REQUIRED WORK:
Give again the lines of the data from its first line through the line with "2px #8d8171) drop-shadow(0". Change nothing.

DATA SHOWN:
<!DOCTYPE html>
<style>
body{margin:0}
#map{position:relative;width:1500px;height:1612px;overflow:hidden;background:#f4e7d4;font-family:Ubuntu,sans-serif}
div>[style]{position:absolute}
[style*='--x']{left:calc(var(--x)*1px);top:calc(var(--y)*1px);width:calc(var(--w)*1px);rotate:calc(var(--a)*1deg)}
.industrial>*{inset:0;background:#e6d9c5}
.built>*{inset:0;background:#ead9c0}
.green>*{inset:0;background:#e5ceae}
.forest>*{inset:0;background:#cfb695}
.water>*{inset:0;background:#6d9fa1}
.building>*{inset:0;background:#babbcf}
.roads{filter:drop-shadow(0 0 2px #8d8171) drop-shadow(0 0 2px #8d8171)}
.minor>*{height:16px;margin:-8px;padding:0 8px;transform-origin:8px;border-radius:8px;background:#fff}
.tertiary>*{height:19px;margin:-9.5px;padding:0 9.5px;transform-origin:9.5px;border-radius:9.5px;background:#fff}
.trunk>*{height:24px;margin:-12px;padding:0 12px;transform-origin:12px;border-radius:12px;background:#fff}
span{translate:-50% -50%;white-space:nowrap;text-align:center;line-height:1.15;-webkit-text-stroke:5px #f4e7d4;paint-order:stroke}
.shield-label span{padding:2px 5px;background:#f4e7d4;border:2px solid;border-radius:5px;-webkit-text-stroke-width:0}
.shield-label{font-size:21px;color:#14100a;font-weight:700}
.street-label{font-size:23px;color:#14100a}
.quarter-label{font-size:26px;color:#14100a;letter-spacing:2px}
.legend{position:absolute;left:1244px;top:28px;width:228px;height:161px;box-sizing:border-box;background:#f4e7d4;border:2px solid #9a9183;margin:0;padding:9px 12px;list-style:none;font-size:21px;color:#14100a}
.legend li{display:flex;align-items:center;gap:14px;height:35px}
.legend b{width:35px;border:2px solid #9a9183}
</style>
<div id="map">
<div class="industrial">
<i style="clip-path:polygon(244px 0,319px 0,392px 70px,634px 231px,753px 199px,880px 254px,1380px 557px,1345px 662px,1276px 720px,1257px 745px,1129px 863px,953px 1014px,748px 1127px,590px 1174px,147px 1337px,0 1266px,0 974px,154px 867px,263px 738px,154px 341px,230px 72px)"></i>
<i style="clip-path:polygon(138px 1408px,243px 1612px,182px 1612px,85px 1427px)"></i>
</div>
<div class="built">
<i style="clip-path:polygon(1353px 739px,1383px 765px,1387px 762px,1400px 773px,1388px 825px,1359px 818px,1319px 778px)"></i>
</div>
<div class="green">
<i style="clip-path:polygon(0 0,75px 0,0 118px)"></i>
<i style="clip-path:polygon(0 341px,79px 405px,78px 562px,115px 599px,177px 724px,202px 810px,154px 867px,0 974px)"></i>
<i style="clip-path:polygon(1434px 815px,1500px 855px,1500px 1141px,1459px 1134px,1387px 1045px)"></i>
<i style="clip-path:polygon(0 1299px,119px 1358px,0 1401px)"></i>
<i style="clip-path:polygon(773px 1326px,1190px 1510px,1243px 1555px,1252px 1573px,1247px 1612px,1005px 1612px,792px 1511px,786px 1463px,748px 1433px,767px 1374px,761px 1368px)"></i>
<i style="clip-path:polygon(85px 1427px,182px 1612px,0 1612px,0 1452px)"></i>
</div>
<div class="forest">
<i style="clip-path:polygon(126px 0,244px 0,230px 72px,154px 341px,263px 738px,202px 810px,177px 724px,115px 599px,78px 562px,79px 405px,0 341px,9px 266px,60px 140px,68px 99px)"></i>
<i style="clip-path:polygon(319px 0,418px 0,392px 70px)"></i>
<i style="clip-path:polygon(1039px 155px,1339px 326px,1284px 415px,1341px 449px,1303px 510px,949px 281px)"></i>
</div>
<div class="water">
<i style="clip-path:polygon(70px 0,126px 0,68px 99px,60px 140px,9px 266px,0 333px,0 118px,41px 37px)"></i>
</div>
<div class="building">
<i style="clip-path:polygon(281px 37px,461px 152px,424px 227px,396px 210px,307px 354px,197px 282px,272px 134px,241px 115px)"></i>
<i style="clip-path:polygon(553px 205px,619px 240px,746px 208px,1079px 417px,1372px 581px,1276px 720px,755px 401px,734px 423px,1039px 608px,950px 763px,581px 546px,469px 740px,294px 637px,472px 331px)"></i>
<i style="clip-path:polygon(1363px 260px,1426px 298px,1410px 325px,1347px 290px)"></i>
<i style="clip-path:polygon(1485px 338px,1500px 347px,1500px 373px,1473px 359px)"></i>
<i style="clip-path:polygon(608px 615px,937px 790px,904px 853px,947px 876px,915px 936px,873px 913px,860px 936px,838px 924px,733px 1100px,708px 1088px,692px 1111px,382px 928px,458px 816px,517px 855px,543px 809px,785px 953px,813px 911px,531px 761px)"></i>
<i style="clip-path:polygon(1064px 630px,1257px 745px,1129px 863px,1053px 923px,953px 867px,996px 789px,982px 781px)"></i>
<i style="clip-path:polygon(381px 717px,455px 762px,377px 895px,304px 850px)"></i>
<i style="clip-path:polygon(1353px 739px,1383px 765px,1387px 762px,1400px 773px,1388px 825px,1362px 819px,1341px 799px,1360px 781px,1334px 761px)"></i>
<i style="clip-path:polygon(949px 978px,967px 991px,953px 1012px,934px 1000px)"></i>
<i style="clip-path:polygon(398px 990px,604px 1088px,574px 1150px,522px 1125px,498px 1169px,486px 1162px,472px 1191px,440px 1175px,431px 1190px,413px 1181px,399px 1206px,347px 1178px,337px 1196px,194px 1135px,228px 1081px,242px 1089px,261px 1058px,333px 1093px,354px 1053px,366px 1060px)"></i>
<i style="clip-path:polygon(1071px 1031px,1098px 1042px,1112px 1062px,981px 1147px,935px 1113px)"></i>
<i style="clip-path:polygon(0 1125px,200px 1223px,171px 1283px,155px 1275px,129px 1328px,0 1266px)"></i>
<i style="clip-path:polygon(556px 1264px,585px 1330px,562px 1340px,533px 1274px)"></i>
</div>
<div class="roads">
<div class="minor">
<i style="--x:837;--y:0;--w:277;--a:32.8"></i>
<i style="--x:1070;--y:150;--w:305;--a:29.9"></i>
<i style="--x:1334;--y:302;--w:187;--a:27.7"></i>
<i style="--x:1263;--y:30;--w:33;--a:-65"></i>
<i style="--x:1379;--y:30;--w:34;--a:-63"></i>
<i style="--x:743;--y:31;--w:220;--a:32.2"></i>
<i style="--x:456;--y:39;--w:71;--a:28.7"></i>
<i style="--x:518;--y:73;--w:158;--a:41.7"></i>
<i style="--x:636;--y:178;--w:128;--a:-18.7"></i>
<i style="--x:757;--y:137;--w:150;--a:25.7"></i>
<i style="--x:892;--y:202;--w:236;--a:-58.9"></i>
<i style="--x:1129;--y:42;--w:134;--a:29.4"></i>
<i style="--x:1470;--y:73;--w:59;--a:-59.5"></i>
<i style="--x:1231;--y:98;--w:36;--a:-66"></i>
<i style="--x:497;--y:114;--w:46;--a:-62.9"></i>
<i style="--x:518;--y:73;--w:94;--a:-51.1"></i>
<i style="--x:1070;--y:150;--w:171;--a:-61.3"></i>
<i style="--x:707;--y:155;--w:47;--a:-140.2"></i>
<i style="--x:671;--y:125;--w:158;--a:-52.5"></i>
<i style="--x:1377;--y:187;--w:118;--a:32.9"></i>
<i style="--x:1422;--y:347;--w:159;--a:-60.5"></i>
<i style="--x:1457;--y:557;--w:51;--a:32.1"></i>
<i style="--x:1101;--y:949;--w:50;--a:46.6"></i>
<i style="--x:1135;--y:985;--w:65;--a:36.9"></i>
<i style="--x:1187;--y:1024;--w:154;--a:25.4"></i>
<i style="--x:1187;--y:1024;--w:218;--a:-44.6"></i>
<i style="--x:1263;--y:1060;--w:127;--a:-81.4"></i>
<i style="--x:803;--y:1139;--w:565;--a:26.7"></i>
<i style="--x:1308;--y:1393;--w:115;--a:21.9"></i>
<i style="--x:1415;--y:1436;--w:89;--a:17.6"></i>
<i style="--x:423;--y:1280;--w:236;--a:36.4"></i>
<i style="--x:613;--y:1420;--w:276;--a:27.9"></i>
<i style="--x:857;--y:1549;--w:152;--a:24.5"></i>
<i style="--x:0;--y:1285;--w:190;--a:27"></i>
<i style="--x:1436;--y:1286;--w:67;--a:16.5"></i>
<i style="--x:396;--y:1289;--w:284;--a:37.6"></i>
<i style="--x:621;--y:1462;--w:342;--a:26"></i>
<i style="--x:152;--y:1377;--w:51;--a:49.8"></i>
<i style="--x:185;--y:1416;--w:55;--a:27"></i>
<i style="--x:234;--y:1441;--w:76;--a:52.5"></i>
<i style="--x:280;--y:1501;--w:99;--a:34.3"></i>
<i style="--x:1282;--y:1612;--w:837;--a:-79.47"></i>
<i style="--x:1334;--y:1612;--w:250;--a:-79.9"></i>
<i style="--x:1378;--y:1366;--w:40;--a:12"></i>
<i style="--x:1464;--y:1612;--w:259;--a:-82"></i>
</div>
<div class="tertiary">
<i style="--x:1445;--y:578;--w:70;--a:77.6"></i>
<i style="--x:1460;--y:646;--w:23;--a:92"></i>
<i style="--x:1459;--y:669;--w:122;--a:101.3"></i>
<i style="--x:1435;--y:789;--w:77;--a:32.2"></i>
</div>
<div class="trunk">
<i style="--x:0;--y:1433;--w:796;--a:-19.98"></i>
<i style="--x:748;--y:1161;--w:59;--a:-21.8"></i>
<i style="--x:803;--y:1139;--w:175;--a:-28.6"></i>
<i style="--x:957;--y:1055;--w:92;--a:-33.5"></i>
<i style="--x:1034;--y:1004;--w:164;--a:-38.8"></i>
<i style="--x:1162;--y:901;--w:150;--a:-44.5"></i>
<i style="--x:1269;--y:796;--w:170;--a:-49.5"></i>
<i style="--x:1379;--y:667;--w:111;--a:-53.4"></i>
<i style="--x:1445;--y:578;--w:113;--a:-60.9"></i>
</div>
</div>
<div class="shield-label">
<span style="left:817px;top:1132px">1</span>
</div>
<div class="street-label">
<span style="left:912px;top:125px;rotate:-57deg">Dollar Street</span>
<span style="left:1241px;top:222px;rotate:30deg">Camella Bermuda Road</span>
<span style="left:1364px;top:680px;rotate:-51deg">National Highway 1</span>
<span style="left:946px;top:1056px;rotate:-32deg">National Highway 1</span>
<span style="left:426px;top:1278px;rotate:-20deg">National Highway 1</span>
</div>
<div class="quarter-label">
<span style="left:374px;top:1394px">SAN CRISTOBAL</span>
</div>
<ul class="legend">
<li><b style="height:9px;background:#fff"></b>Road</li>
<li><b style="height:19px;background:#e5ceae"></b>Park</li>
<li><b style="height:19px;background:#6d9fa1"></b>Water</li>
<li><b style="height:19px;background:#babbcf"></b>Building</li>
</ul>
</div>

SOLUTION FOR THIS TASK:
<!DOCTYPE html>
<style>
body{margin:0}
#map{position:relative;width:1500px;height:1612px;overflow:hidden;background:#f4e7d4;font-family:Ubuntu,sans-serif}
div>[style]{position:absolute}
[style*='--x']{left:calc(var(--x)*1px);top:calc(var(--y)*1px);width:calc(var(--w)*1px);rotate:calc(var(--a)*1deg)}
.industrial>*{inset:0;background:#e6d9c5}
.built>*{inset:0;background:#ead9c0}
.green>*{inset:0;background:#e5ceae}
.forest>*{inset:0;background:#cfb695}
.water>*{inset:0;background:#6d9fa1}
.building>*{inset:0;background:#babbcf}
.roads{filter:drop-shadow(0 0 2px #8d8171) drop-shadow(0 0 2px #8d8171)}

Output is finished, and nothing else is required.